Von einer Morgenwache zu der andern
Ruf ich zu dir, Herr, meines Lebens Licht!
Wie kann ich sehn, wie kann ich vorwärts wandern,
Entziehst du mir dein gnädig Angesicht?
Nacht ist in mir, und Nacht ist rings um mich,
Verbirgst du mir, o meine Leuchte, dich.
Was hab ich Denn, was ich nicht hätt empfangen?
In bittrer Armut steh ich nackt und bloß,
Allein mit meinem Sehnen und Verlangen,
Gießt du mir nicht die Fülle in den Schoß,
Du meine Wolke in der Sonne Pracht,
Du meine Feuersäule in der Nacht!
Wer hat des Lebens Tor mir aufgeschlossen,
Als deine milde, gütge Vaterhand?
Ich bin aus Nichts und bin aus Gott entsprossen,
Und Erd und Himmel sind mein Heimatland:
Ich will auf Erden zu dem Himmel gehn;
Hier darf ich ahnen, dort dich wiedersehn.
O heller Tag, o neuer Schöpfungsmorgen!
O süßes, heilges, allgewaltges Licht!
Was erst noch lag in dunklem Grund verborgen,
Hervor zu seines Daseins Fülle bricht.
Ich Glücklicher! die ganze Welt ist mein
In meines Gottes warmem Wiederschein.
Und wenn sie höher schwillt, des Tages Hitze,
Und Gang und Arbeit werden hart und schwer,
Sich sammeln still des Ungewitters Blitze
In zorngeballtem, finstrem Wolkenheer:
Ich freue mich der hehren Majestät,
Die durch die Welt, im Siegeswagen geht.
Dein bin ich, Herr, dein will ich ewig bleiben!

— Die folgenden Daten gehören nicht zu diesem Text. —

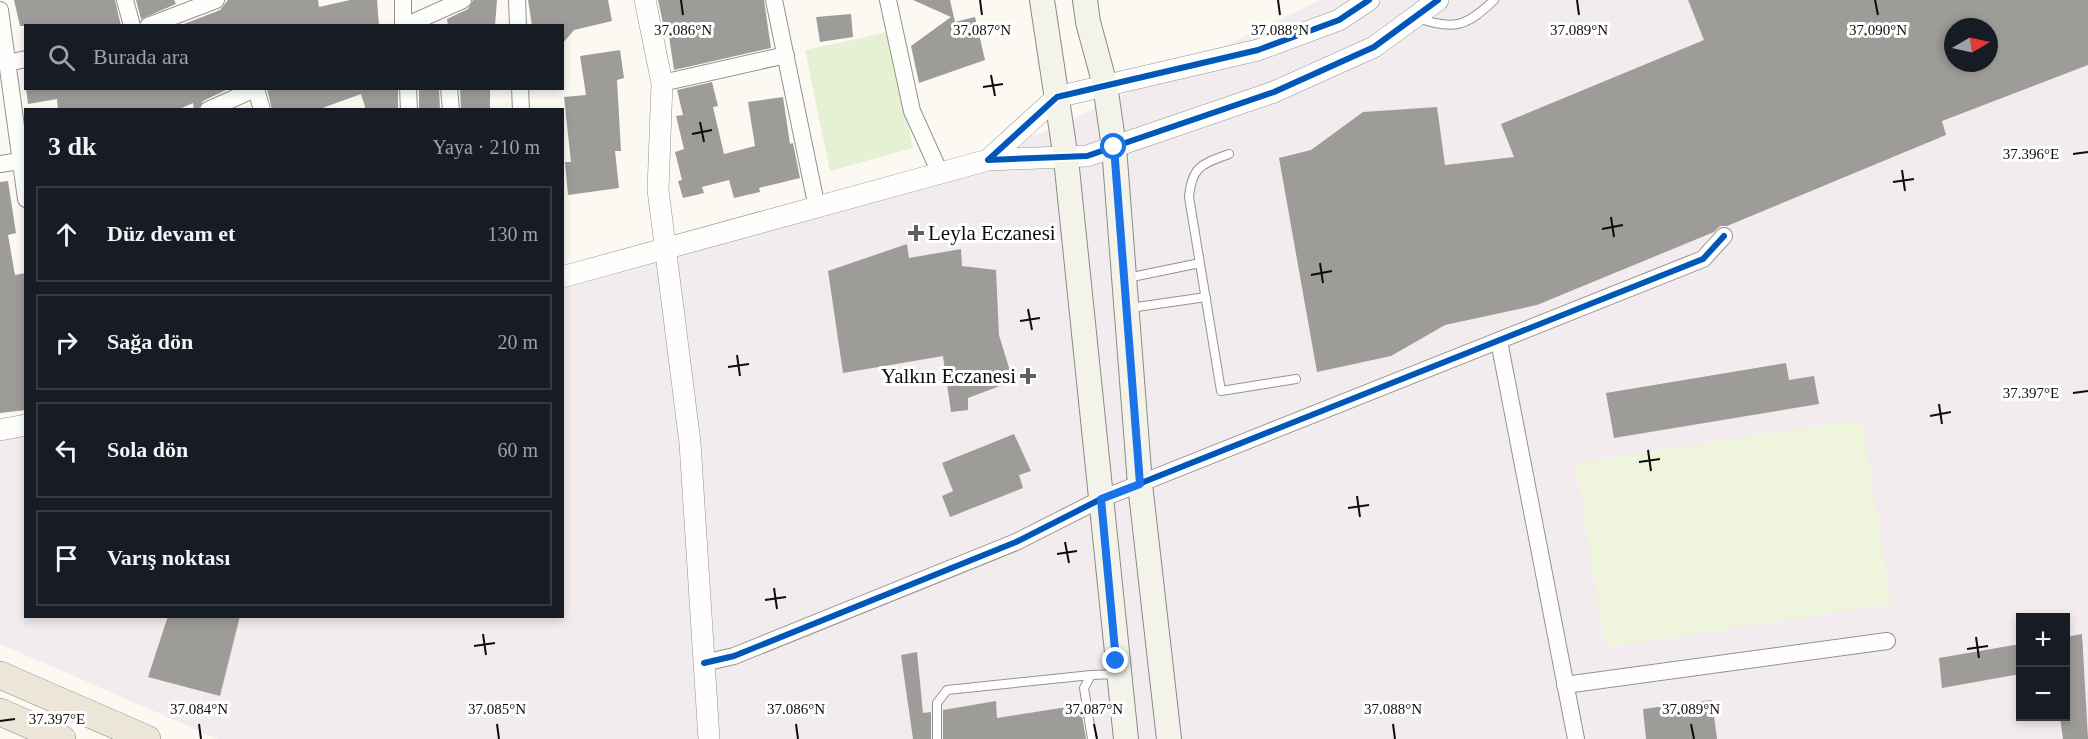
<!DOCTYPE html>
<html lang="tr">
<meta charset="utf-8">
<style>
:root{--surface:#171b24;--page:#242831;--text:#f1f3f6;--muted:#9ea1a6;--line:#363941}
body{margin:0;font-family:Georgia,serif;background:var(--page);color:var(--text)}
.controls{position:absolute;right:18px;bottom:18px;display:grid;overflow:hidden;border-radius:0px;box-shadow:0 3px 9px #0003}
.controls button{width:54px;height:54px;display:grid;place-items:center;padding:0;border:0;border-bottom:2px solid var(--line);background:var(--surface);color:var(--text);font:30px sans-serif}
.compass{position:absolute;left:1944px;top:18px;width:54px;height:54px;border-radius:50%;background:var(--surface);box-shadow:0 3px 9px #0003;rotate:81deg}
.stop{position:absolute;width:18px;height:18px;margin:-14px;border:4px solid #1a73e8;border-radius:50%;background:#fff}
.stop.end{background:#1a73e8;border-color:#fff;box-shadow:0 2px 6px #0008}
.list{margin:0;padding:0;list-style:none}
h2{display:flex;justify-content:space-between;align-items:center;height:78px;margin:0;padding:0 24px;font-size:26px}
h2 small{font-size:20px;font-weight:400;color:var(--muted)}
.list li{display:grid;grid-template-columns:39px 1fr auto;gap:18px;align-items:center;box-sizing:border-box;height:96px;margin:0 12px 12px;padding:0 12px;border:2px solid var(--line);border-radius:0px}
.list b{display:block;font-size:22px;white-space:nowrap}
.list em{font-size:20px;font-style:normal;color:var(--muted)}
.icon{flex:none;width:33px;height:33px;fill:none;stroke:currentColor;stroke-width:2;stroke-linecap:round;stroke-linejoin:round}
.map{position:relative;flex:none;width:2088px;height:739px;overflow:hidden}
.search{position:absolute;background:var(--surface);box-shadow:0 3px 9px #0003;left:24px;top:24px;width:540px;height:66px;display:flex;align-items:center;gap:15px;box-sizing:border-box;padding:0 21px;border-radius:0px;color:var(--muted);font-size:22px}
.panel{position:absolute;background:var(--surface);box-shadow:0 3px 9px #0003;left:24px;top:108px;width:540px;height:510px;border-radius:0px}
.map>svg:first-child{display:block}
</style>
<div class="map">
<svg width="2088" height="739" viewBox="0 0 2088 739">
<rect width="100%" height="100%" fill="#fbf9f2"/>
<path fill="#f2ecef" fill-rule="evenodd" d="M1321,0H2088V739H218L0,644V433L25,428L26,616H562L563,278L1050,130ZM1953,27H1989V63H1953ZM2020,618H2066V716H2020Z"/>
<path fill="#e6f0d3" d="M888,32L913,148L830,171L805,50Z"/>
<path fill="#eff4dc" d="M1862,419L1891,604L1605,648L1576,463Z"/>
<path fill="#9e9c98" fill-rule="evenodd" d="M14,0H115L121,26H20Z
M136,0H174L176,4L141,19Z
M228,0H318L319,7L350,0H377L379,26H179L220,10Z
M473,0H497L495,26H448L447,19L468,9Z
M528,0H608L612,21L574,30L562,44V26H532Z
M658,0H764L771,48L674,70L669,36L666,37Z
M913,0H950L955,22L975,17L985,60L919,83L911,46L951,17Z
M1688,0H2088V65L1942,121L1946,135L1727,226H1720L1714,232L1537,305L1445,325L1391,356L1317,372L1279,158L1311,150L1363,112L1437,107L1445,165L1514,157L1501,124L1704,40ZM1953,27H1989V63H1953Z
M851,14L853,37L820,42L816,17Z
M620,50L624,78L617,80L621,151H615L619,188L568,195L565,162H571L564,97L586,95L580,56Z
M712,82L718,106L713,107L724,154L755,146L748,102L783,97L790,144L793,143L800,178L759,188L760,192L734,198L729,180L702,187L704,193L683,198L678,181L682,180L675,152L684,149L676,116L683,115L677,90Z
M26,88H230L203,101L198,110H194L193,103L177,110H58L57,99L28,104Z
M267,88H398V110H366L361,94L317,110H272Z
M419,88H439L440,110H419Z
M460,88H490V110H461Z
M8,181L16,233L8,235L15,275L26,273V410L0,413V182Z
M907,244L909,258L961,249L962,266L996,270L999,335L1013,381L968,398V410L951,412L943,356L843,373L828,271Z
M1786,363L1789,380L1814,376L1819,404L1614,438L1606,393Z
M1014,434L1031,471L1019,475L1023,488L950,517L942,496L953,491L942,463Z
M168,616H240L220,696L148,677Z
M2082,634L2088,739H2063L2060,717H2066V637Z
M2020,644V674L1942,688L1939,658Z
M917,652L923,713L931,712V739H913L901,655Z
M1712,700L1717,739H1646L1643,709Z
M996,701L997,718L1080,705L1086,739H943V710Z"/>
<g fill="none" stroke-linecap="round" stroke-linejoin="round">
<g stroke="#949390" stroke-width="10">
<path id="service" d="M1418,18C1454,31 1467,26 1494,0
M1229,154C1202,164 1192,166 1189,197L1221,391L1296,379
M1127,278L1200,263
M1130,308L1206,297
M937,739V703L947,690L1091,675
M1092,739L1084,688L1091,675L1117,674"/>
</g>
<g stroke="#949390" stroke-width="18">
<path id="minor" d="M125,0L132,26
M403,0V26
M517,0L518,26
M774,0L817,208
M888,0L912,111L940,173
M0,10L26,199
M148,26L216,0
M405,26L463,0
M7,63L26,59
M662,83L786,55
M408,88L409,110
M449,88L451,110
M520,88L521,110
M256,89L262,110
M208,110L257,88
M0,164L26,160
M1499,341L1576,739
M704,663L734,656L1016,542L1101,499L1703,259L1724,236
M1565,685L1887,641"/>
</g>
<g stroke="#949390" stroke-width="22">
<path id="tertiary" d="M645,0L662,83L658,190L690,443L709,739
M1369,0L1339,20L1258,50L1057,97L988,160L1087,156L1274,92L1374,47L1438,0
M562,277L988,160
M0,430L26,425"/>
</g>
<g stroke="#8b8a87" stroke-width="26">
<path id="secondary" d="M1042,0L1066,159L1126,739
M1085,0L1088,22L1105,85L1114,147L1140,484L1169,739"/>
</g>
<g stroke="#81817d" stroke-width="28">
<path id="primary" d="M0,675L147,739
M0,712L62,739"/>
</g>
<use href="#service" stroke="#fefefd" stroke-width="8"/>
<use href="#minor" stroke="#fefefd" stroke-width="16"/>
<use href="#tertiary" stroke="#fefefd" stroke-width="21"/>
<use href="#secondary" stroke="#f4f3ea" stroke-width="24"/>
<use href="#primary" stroke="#ece6d9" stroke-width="27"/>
<g stroke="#fff" stroke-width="10">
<path id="cycleway" d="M1369,0L1339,20L1258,50L1057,97L988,160L1087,156L1274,92L1374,47L1438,0
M704,663L734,656L1016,542L1101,499L1703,259L1724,236"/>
</g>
<use href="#cycleway" stroke="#0057b8" stroke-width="6"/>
</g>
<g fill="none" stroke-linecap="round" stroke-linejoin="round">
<path stroke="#1a73e8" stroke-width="8" d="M1114,147L1140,484L1101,499L1116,661"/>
</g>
<path fill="none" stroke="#0d0d0d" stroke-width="2" d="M681,0L683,15M980,0L982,15M1278,0L1280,15M1577,0L1579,15M1875,0L1878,15M991,75L995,96M983,87L1003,84M700,122L704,142M692,134L712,130M2073,154L2088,152M1902,170L1905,191M1893,182L1914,179M1611,217L1614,237M1602,229L1623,225M1320,263L1323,283M1311,275L1332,271M1028,309L1032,330M1020,321L1040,318M737,355L740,376M728,367L749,364M2073,393L2088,391M1939,404L1942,424M1930,416L1951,412M1648,450L1651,471M1639,462L1660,459M1357,496L1360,517M1348,508L1369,505M1065,542L1069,563M1057,554L1077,551M774,588L777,609M765,600L786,597M483,634L486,655M1976,637L1979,658M474,646L495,643M1967,649L1988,646M0,721L15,719M199,724L201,739M497,724L499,739M796,724L798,739M1094,724L1097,739M1393,724L1395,739M1691,724L1694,739"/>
<g fill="#60605d" stroke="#fff" stroke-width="2">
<path d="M913 224h6v6h6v6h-6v6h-6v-6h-6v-6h6z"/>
<path d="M1025 367h6v6h6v6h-6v6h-6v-6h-6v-6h6z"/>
</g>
<g text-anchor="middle" stroke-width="6" stroke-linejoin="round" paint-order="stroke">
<g font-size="21" fill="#0d0d0d" stroke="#fff" text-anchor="start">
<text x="928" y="240">Leyla Eczanesi</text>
<text x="1016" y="383" text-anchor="end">Yalkın Eczanesi</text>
</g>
</g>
<g font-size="15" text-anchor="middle" fill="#0d0d0d" stroke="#fff" stroke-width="6" stroke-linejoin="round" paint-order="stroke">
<text x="1280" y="35">37.088°N</text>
<text x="683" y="35">37.086°N</text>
<text x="982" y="35">37.087°N</text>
<text x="1579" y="35">37.089°N</text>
<text x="1878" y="35">37.090°N</text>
<text x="2031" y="159">37.396°E</text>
<text x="2031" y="398">37.397°E</text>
<text x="199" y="714">37.084°N</text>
<text x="497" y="714">37.085°N</text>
<text x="796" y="714">37.086°N</text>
<text x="1094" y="714">37.087°N</text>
<text x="1393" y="714">37.088°N</text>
<text x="1691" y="714">37.089°N</text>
<text x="57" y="724">37.397°E</text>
</g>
</svg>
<div class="controls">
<button>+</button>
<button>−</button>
</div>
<svg class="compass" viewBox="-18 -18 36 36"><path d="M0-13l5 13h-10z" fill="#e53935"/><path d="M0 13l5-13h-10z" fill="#9ea1a6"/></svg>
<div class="stop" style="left:1114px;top:147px"></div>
<div class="stop end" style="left:1116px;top:661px"></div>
<div class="search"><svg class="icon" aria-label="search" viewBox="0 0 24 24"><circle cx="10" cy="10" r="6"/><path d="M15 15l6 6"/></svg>Burada ara</div>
<section class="panel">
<h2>3 dk<small>Yaya · 210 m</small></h2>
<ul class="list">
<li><svg class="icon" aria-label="ahead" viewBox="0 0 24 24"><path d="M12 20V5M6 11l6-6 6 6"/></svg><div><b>Düz devam et</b></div><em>130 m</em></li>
<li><svg class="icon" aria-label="right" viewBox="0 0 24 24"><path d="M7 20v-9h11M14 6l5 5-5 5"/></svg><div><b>Sağa dön</b></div><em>20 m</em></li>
<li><svg class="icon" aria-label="left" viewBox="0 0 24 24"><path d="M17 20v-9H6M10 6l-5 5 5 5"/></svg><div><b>Sola dön</b></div><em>60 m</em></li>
<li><svg class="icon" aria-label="arrive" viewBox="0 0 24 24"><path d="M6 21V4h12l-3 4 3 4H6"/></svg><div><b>Varış noktası</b></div></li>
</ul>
</section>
</div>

Ich lass dich nicht, du segnetest denn mich;
Und mag die Welt in Sturm und Wogen treiben,
Und scheitern und zum Abgrund neigen sich:
Ich stürze nicht zum Abgrund mit hinab,
Es hält mein Gott mich über Tod und Grab.
Und wie mit seinen bunten, goldnen Spangen
Der Regenbogen schimmernd Meer und Land
In stillem Frieden tröstend hält umfangen,
Als wie mit einem teuren Liebesband:
So legt um jedes Dunkel, jedes Leid
Die Hoffnung still ihr lichtes Feierkleid.
Will es dann endlich Abend um mich werden,
Brich noch einmal, du Gotteslicht, hervor,
Und trage mich zum Himmel von der Erden
Mit deinen Strahlen schöpferisch empor!
Lass du mich nicht in Nacht und Dunkel stehn,
lass mich von einem Licht zum andern gehn!